Sandrine Collette con E sempre le foreste scrive un romanzo straordinario ma dolorosissimo, che spinge l'umanità a interrogarsi su se stessa e sui propri limiti
A pochi anni di distanza da Dopo l'onda, straordinario romanzo sulla famiglia e la sopravvivenza in un mondo spacciato, Sandrine Collette torna a riempire le pagine di un romanzo con una feroce accusa al presente, disegnando i contorni di una storia che sembra appartenere al genere distopico apocalittico di cui fanno parte capolavori della letteratura come La strada di Cormac McCarthy. Edito da Edizioni E/O, E sempre le foreste è un romanzo che non offre punti di riferimento, né spaziali né temporali: è sospeso in una adimensionalità che è tuttavia universale e guarda in faccia l'umanità e tutti i suoi difetti.

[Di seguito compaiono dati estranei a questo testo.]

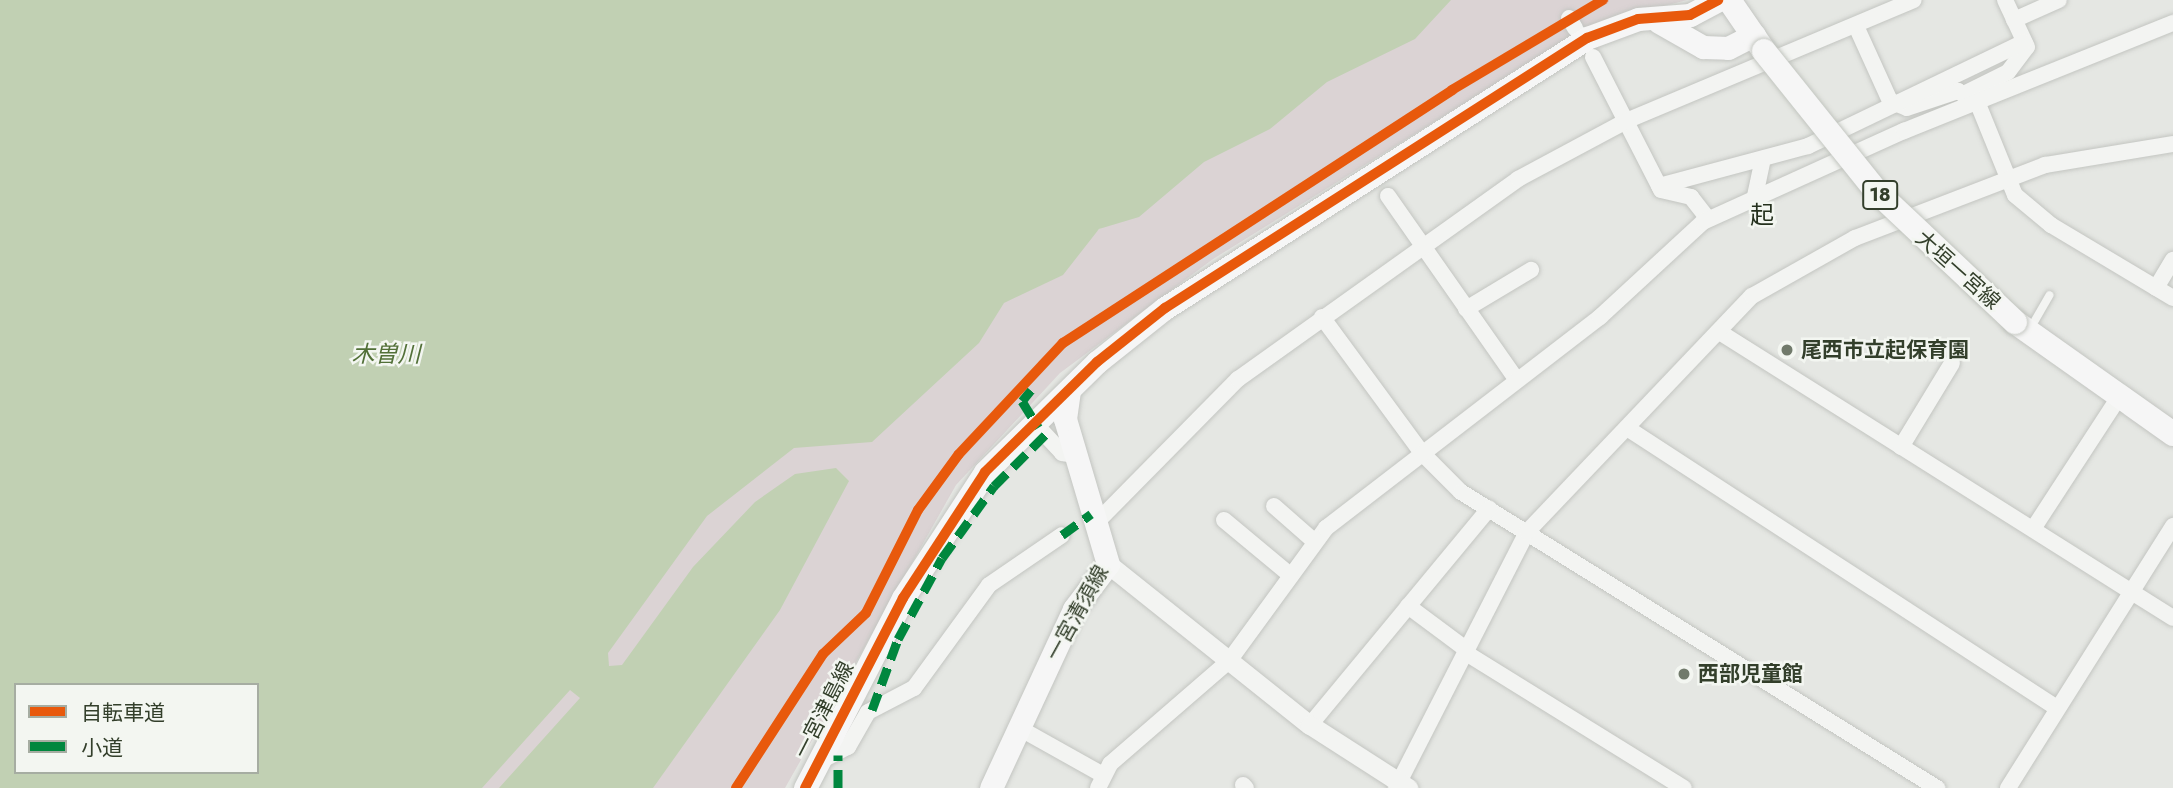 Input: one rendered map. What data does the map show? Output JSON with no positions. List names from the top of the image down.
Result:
{
  "streets": {
    "main road": [
      "18",
      "大垣一宮線",
      "一宮清須線",
      "一宮津島線"
    ]
  },
  "crossings": [
    ["一宮清須線", "一宮津島線"]
  ],
  "districts": ["起"],
  "water": ["木曽川"],
  "places": ["尾西市立起保育園", "西部児童館"],
  "legend": ["自転車道", "小道"]
}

Di cosa parla "E sempre le foreste"?
In un luogo non meglio identificato della Terra c'è una foresta, un grande polmone che respira lontano dai soliti percorsi del progresso e della corsa al capitalismo. È in questo scenario di case di pietra raccolte intorno a una minuscola piazza, lontano dalla Grande Città, che Corentin viene abbandonato da una madre che non l'ha mai voluto. Il bambino viene lasciato sulla porta della casa della bisnonna Augustine, una donna dura come la vita che ha condotto, in sintonia con le foreste che le si chiudono intorno. In questo ambiente che sembra lontano da tutto quello che il bambino conosce, Corentin ricomincia a vivere, a sperare, ad avere ambizioni. Finché, sulle soglie dell'età adulto, si reca a studiare proprio nella Grande Città e pian piano il suo cuore si allontana dalle Foreste, si allontana da Augustine e dalle promesse fatte all'anziana donna. Corentin conosce una nuova vita, stringe amicizie che non credeva possibili e passa il suo tempo ad ubriacarsi con gli amici nelle catacombe, per sfuggire a un caldo che si fa sempre più opprimente. Ed è proprio mentre è nascosto nel sottosuolo di una Terra sofferente che avviene La cosa, un cataclisma forte come l'alito di un drago che uccide e distrugge ogni cosa. Tra i pochi sopravvissuti al mondo Corentin non ha che una scelta: cercare di tornare a quelle Foreste, ritrovare il proprio centro nello sguardo affettuoso della bisnonna, per inseguire una speranza che sembra una vacua utopia in un mondo morente.
Un romanzo durissimo, ma necessario
Non c'è dubbio che una delle maggiori qualità di Sandrine Collette sia la capacità di dipingere scenari apocalittici attraverso una prosa elegantissima, ma mai pedante. Il suo stile evocativo e insieme poetico riesce a mentenere intatto un ritmo inesorabile, che spinge il lettore a non allontanarsi mai troppo dalle pagine. In una sorta di morboso voyeurismo, con quel tipo di curiosità oscura che spinge tutti a guardare verso qualcosa di terribile e brutale, il lettore viene condotto nella vita di Corentin, avvertendo sin da subito una nota stonata nella storia di un bambino non voluto da una madre assente ed egoista.
La prima parte del romanzo - quella in cui La cosa non si è ancora manifestata - è una sorta di preparazione alla tragedia, un preambolo che serve alla scrittrice a pennellare il ritratto del protagonista mettendolo già all'interno di un quadro fatto solo con la scala dei grigi, come suggerisce anche la copertina del romanzo. È il primo atto di una tragedia inevitabile, che si affaccia già alle prime pagine e chi legge non può fare a meno di sentire il peso di una sorta di predestinazione.
E sempre le foreste è un romanzo durissimo, un romanzo che non si risparmia nulla e che vuole indagare non tanto il cambiamento climatico che il presente sta affrontando, ma il nucleo stesso dell'umanità, quel centro gravitazionale che è fatto di istinti e paure, che nessuna narrativa riesce a romanticizzare. Sandrine Collette regala al lettore un mondo sommerso di cenere e popolato da cadaveri riversi sulla strada: un teatro di violenza e brutalità, dove non esiste legge e non esiste onore. Dove persino l'eroe è un essere abietto, pieno di difetti, che si macchia le mani di sangue e diventa la personificazione dei suoi incubi peggiori. Non c'è alcuna vera consolazione in questo romanzo, nessuna smussatura degli angoli più spigolosi di un'umanità che l'autrice attacca: troppo indifferente, troppo egoista, troppo poco interessata a ciò che non sia la più pura individualità. Con richiami a Furore di John Steinbeck e ad alcuni stilemi del genere più prettamente horror, E sempre le foreste è un romanzo pensato per fare male, per aprire ferite nella coscienza di chi legge. Un romanzo straordinario, necessario, che rimane a lungo a galleggiare nella morale dei lettori, mettendoli davanti alle proprie ansie e ai propri limiti.